Yang paling mengesankan baginya bukan sekadar permainan, melainkan cara Anisimova menerima kekalahan.

Ucapannya usai final yang penuh ketenangan dan respek membuat banyak penonton di seluruh dunia terharu. “Hanya juara sejati yang bisa bersikap seperti itu,” tutur pelatih asal Belanda itu.

Beberapa bulan kemudian, Anisimova menebus kekalahan itu dengan mengalahkan Swiatek di perempat final US Open 2025.

“Dia menonton ulang pertandingan Wimbledon malam sebelum menghadapi Iga. Itu tidak mudah, tapi langkah berani itu menunjukkan kedewasaannya,” kata Vleeshouwers.

Menuju Level Selanjutnya

Menurut sang pelatih, hal terbesar yang berkembang dari permainan Anisimova adalah kesadaran taktis dan konsistensi.

“Sekarang dia tahu kapan harus menyerang, kapan bertahan, dan bagaimana mengubah strategi saat tertinggal. Itulah tanda pemain besar.”

Dengan 13 kemenangan tiga set berturut-turut, daya adaptasi menjadi senjata utamanya. “Kamu bisa kehilangan semua laga seperti itu, tapi Amanda selalu menemukan cara untuk menang,” ujarnya.

Saat ditanya apakah Anisimova terkejut dengan performanya tahun ini, sang pelatih tersenyum.

“Awalnya dia bilang iya. Tapi sekarang dia bilang, ‘Aku pantas bersaing dengan para pemain top dunia.’ Sebagai pelatih, itu kalimat terbaik yang bisa kamu dengar.”
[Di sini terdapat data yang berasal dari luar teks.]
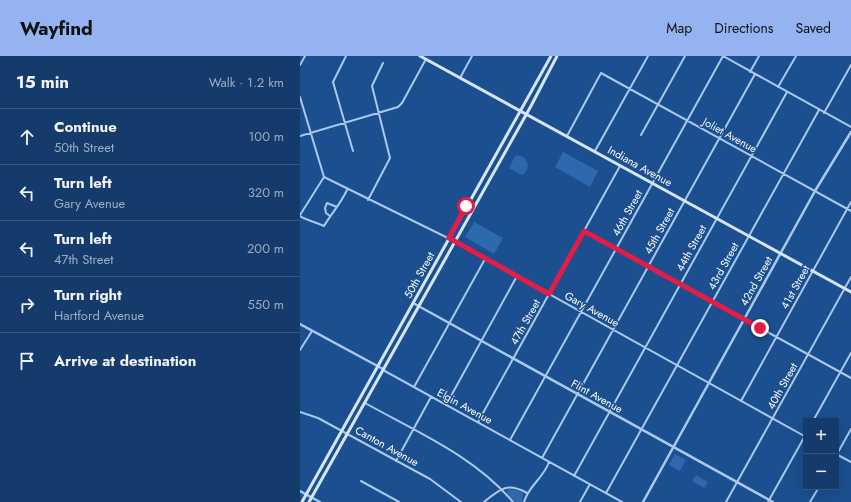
<!DOCTYPE html>
<meta charset="utf-8">
<style>
:root{--surface:#143b6b;--page:#214673;--text:#f1f3f6;--muted:#9dadc1;--line:#33557e;--accent:#95b2f1}
body{margin:0;font-family:Jost,sans-serif;background:var(--page);color:var(--text)}
.controls{position:absolute;right:12px;bottom:12px;display:grid;overflow:hidden;border-radius:0px;box-shadow:0 4px 16px #0002}
.controls button{width:36px;height:36px;display:grid;place-items:center;padding:0;border:0;border-bottom:1px solid var(--line);background:var(--surface);color:var(--text);font:20px sans-serif}
.stop{position:absolute;width:12px;height:12px;margin:-9px;border:3px solid #e11d48;border-radius:50%;background:#fff}
.stop.end{background:#e11d48;border-color:#fff;box-shadow:0 1px 4px #0008}
.list{margin:0;padding:0;list-style:none}
h2{display:flex;justify-content:space-between;align-items:center;height:52px;margin:0;padding:0 16px;font-size:17px}
h2 small{font-size:13px;font-weight:400;color:var(--muted)}
.list li{display:grid;grid-template-columns:26px 1fr auto;gap:12px;align-items:center;box-sizing:border-box;height:56px;padding:0 16px;border-top:1px solid var(--line)}
.list b{display:block;font-size:15px;white-space:nowrap}
.list p{margin:0;font-size:13px;white-space:nowrap;color:var(--muted)}
.list em{font-size:13px;font-style:normal;color:var(--muted)}
.icon{flex:none;width:22px;height:22px;fill:none;stroke:currentColor;stroke-width:2;stroke-linecap:round;stroke-linejoin:round}
.map{position:relative;flex:none;width:551px;height:446px;overflow:hidden}
header{display:flex;align-items:center;gap:24px;box-sizing:border-box;height:56px;padding:0 20px;background:var(--accent);color:#111}
header strong{font-size:19px}
nav{display:flex;gap:22px;margin-inline-start:auto;font-size:14px}
main{display:flex}
aside{flex:1;background:var(--surface)}
.map>svg:first-child{display:block}
</style>
<header>
<strong>Wayfind</strong>
<nav><a>Map</a><a>Directions</a><a>Saved</a></nav>
</header>
<main>
<aside>
<h2>15 min<small>Walk · 1.2 km</small></h2>
<ul class="list">
<li><svg class="icon" aria-label="ahead" viewBox="0 0 24 24"><path d="M12 20V5M6 11l6-6 6 6"/></svg><div><b>Continue</b><p>50th Street</p></div><em>100 m</em></li>
<li><svg class="icon" aria-label="left" viewBox="0 0 24 24"><path d="M17 20v-9H6M10 6l-5 5 5 5"/></svg><div><b>Turn left</b><p>Gary Avenue</p></div><em>320 m</em></li>
<li><svg class="icon" aria-label="left" viewBox="0 0 24 24"><path d="M17 20v-9H6M10 6l-5 5 5 5"/></svg><div><b>Turn left</b><p>47th Street</p></div><em>200 m</em></li>
<li><svg class="icon" aria-label="right" viewBox="0 0 24 24"><path d="M7 20v-9h11M14 6l5 5-5 5"/></svg><div><b>Turn right</b><p>Hartford Avenue</p></div><em>550 m</em></li>
<li><svg class="icon" aria-label="arrive" viewBox="0 0 24 24"><path d="M6 21V4h12l-3 4 3 4H6"/></svg><div><b>Arrive at destination</b></div></li>
</ul>
</aside>
<div class="map">
<svg width="551" height="446" viewBox="0 0 551 446">
<rect width="100%" height="100%" fill="#1b4f8f"/>
<!-- green -->
<path fill="#2e69ad" d="M263,96L298,115L290,131L255,111Z
M218,99L225,102L228,109L226,116L222,119L209,112L215,100Z
M174,166L203,182L194,198L165,181Z
M375,398L386,404L380,415L369,409Z
M396,419L408,426L404,432L392,425Z
M208,433L216,434L223,437L222,446H215L207,437Z"/>
<g fill="none" stroke-linecap="round" stroke-linejoin="round">
<!-- minor -->
<path stroke="#a9c9ee" stroke-width="2" d="M46,0L33,26L53,95
M423,0L551,71
M0,9L5,0
M450,16L459,0
M160,22L172,0
M478,31L496,0
M0,41L24,121L154,185L506,381
M524,57L551,9
M341,79L385,0
M0,80L98,51L102,47L126,3
M267,80L301,17L551,155
M295,95L348,0
M68,144L90,102L72,30L83,7
M0,159L24,121
M0,160C8,165 16,166 24,170C32,157 41,147 47,134
M30,160L26,157L25,152L27,147L37,151
M284,175L551,322
M0,294L12,275
M83,314L322,446
M114,331L185,203
M441,345L551,146
M65,347C117,376 174,400 213,446
M146,349L217,220
M0,356L18,362L130,423L161,446
M513,365L551,297
M178,366L320,110
M210,384L423,0
M536,398L551,406
M536,400L551,373
M242,402L455,18
M96,405L131,341
M274,420L487,36
M61,425L99,446
M306,437L519,54
M184,446C200,433 207,426 227,437
M224,446C229,429 243,423 249,406
M280,446L290,428
M426,446L551,221
M468,446L506,378
M510,446L519,431"/>
<!-- tertiary -->
<path stroke="#a9c9ee" stroke-width="2.5" d="M113,247L473,446
M0,268L83,313
M0,435L20,446
M343,446L515,135L551,76"/>
<!-- secondary -->
<path stroke="#d6e6fa" stroke-width="3" d="M120,0L551,236
M2,446L251,0
M9,446L231,50L257,0"/>
</g>
<g fill="none" stroke-linecap="round" stroke-linejoin="round">
<!-- route -->
<path stroke="#e11d48" stroke-width="5" d="M166,150L149,182L249,238L284,175L460,272"/>
</g>
<g text-anchor="middle" dominant-baseline="central" stroke-width="3" stroke-linejoin="round" paint-order="stroke">
<!-- street labels -->
<g font-size="11" fill="#fff" stroke="#1b4f8f">
<text transform="translate(430 79) rotate(29)">Joliet Avenue</text>
<text transform="translate(340 110) rotate(29)">Indiana Avenue</text>
<text transform="translate(327 157) rotate(-61)">46th Street</text>
<text transform="translate(359 175) rotate(-61)">45th Street</text>
<text transform="translate(391 192) rotate(-61)">44th Street</text>
<text transform="translate(423 210) rotate(-61)">43rd Street</text>
<text transform="translate(119 219) rotate(-61)">50th Street</text>
<text transform="translate(456 225) rotate(-61)">42nd Street</text>
<text transform="translate(495 231) rotate(-61)">41st Street</text>
<text transform="translate(292 253) rotate(29)">Gary Avenue</text>
<text transform="translate(225 266) rotate(-61)">47th Street</text>
<text transform="translate(482 330) rotate(-61)">40th Street</text>
<text transform="translate(297 340) rotate(29)">Flint Avenue</text>
<text transform="translate(165 350) rotate(29)">Elgin Avenue</text>
<text transform="translate(87 390) rotate(29)">Canton Avenue</text>
</g>
</g>
</svg>
<div class="controls">
<button>+</button>
<button>−</button>
</div>
<div class="stop" style="left:166px;top:150px"></div>
<div class="stop end" style="left:460px;top:272px"></div>
</div>
</main>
BACA JUGA: Aryna Sabalenka Singkirkan Coco Gauff, Lengkapi Daftar Semifinalis WTA Finals 2025 di Riyadh

Lalu, apa langkah berikutnya? “Untuk menjadi juara Grand Slam, dia hanya perlu terus belajar dari setiap pengalaman,” ujar Vleeshouwers yakin. “Setiap kekalahan tahun ini adalah bahan bakar untuk masa depan.”

Dan meski Anisimova baru berusia 24 tahun, pelatihnya percaya perjalanan ini baru dimulai. “Dia punya segalanya, teknik, kekuatan, dan sekarang mental yang matang. Tinggal bagaimana dia mempertahankan konsistensi itu,” pungkasnya.